Kathy S looked at this photo and said they don’t make bats like this anymore. They do still make great softball players…I’ve heard.

14 thoughts on “Legacy Writing 365:1”

  1. my bio-dad was a baseball coach, I used to be afraid of the ball when I was wee wee wee, he dressed me up in catcher’s gear and made me stand in front of a pitching machine – and a semi decent player was born. I don’t think your father would be upset that the softball gene skipped you – I think he’d be rather proud.

    I like your project, but I do have a question, what is this thing you call civics- was that a class?

    1. You just know baseball evolved from some earlier game in which the stakes were much higher. I’d have been eliminated quickly.

  2. Becky, I love your new masthead and idea for the 2012 blog. If you’re taking requests, I’d love someday to hear about those two middle pictures; hatted man on the horse, and the girl or young woman (?) posing with her dog.

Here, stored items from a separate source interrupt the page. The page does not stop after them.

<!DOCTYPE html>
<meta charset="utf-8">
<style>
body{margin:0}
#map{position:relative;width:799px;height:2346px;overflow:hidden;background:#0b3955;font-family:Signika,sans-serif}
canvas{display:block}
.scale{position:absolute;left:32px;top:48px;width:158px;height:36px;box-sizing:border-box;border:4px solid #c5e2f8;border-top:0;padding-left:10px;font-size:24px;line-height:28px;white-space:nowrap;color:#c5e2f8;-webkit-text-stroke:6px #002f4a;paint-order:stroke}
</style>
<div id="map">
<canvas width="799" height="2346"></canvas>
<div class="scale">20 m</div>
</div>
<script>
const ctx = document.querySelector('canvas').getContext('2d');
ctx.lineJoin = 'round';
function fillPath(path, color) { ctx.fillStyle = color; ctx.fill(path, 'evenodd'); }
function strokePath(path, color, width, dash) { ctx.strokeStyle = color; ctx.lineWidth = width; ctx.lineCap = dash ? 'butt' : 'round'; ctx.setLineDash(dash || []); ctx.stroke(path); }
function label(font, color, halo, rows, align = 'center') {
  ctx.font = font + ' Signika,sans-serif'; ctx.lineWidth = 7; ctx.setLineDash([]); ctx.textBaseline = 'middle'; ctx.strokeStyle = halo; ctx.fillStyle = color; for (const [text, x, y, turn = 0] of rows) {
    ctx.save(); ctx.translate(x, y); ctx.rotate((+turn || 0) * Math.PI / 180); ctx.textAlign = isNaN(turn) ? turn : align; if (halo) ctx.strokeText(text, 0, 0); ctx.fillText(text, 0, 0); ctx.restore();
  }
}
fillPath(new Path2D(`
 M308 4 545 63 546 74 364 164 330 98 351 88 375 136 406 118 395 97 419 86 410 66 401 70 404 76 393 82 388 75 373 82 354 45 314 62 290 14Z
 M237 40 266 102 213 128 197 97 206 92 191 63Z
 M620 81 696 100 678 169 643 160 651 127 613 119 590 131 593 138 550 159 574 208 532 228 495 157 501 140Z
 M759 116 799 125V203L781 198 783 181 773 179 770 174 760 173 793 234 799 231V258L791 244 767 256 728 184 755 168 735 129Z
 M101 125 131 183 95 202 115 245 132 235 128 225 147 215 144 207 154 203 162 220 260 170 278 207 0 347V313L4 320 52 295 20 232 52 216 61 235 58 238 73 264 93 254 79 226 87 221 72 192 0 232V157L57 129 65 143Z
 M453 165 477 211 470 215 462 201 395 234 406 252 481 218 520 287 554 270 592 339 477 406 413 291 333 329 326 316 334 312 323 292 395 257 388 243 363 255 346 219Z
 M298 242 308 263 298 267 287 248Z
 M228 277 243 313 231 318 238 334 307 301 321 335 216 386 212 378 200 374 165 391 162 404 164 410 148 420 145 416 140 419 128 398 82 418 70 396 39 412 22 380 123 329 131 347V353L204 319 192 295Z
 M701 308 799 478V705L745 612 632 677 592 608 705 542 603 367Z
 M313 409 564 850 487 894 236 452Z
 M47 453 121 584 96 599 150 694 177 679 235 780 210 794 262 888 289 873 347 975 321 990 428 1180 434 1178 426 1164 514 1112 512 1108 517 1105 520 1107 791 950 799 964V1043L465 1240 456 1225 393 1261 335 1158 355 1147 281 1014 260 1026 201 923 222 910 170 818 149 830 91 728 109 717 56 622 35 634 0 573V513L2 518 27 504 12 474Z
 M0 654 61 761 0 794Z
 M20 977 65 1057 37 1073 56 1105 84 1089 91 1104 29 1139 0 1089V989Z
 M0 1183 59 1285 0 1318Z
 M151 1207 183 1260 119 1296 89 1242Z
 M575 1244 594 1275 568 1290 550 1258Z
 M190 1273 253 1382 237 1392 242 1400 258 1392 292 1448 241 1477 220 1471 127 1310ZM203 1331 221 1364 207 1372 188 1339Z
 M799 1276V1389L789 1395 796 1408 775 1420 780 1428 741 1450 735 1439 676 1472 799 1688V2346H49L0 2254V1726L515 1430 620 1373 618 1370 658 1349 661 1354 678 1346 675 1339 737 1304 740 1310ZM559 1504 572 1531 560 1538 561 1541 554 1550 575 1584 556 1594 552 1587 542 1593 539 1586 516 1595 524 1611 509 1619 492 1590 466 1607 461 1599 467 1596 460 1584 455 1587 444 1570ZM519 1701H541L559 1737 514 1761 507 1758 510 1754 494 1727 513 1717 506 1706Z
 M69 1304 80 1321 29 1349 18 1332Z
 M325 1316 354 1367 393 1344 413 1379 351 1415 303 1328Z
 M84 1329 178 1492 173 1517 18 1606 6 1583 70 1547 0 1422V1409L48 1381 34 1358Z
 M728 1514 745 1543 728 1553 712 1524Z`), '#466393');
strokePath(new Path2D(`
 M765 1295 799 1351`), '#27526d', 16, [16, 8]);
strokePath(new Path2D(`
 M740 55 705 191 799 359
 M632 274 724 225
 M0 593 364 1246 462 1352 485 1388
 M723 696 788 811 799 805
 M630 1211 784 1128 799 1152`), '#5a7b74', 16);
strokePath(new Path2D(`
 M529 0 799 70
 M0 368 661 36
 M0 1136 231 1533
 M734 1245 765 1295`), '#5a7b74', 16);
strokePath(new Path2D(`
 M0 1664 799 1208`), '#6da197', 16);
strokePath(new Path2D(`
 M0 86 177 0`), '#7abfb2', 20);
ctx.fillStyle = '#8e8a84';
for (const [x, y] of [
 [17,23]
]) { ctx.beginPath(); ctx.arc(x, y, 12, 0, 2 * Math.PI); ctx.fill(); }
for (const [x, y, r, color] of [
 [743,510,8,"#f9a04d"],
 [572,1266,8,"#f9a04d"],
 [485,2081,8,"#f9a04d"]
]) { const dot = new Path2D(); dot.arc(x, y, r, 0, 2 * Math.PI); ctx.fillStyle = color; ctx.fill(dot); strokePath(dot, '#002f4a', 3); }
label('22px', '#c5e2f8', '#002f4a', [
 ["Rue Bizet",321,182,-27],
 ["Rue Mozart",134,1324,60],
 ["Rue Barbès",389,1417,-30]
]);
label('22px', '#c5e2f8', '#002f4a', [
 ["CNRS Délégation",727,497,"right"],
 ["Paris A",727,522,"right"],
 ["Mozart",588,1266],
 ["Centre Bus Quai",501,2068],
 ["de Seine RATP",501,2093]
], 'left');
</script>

  3. Loved the masthead when first I saw it, and sorta marveled at the great old photos you have. I need to dig through some boxes and find what treasures I have hidden…
    I’m so glad you’re doing this legacy writing; I always enjoy reading your memories, but more importantly it will be a constant inspiration for me to write my own family’s stories, as I can remember them, and seek out people who can fill in the blanks. Dale has told me repeatedly that we need to get together with my father’s one remaining sibling to have her identify people in photos, tell us everything she knows about everyone & everything (which is a lot) and record it all. He loves going almost an hour each way to pick her up for family gatherings because she easily launches into detailed stories of her past.

    1. Thanks!

      You should definitely take advantage of your aunt’s memories. I have so many photos–wonderful old photos–and most aren’t marked. And even with some that are, the names mean nothing to me. Since my mother didn’t save photos that had no meaning to her, I’d love to be able to pass them to my nephew who’s interested in genealogy with some kind of explanation.

      And you’re lucky that Dale feels enthusiasm for her company. That’s really sweet.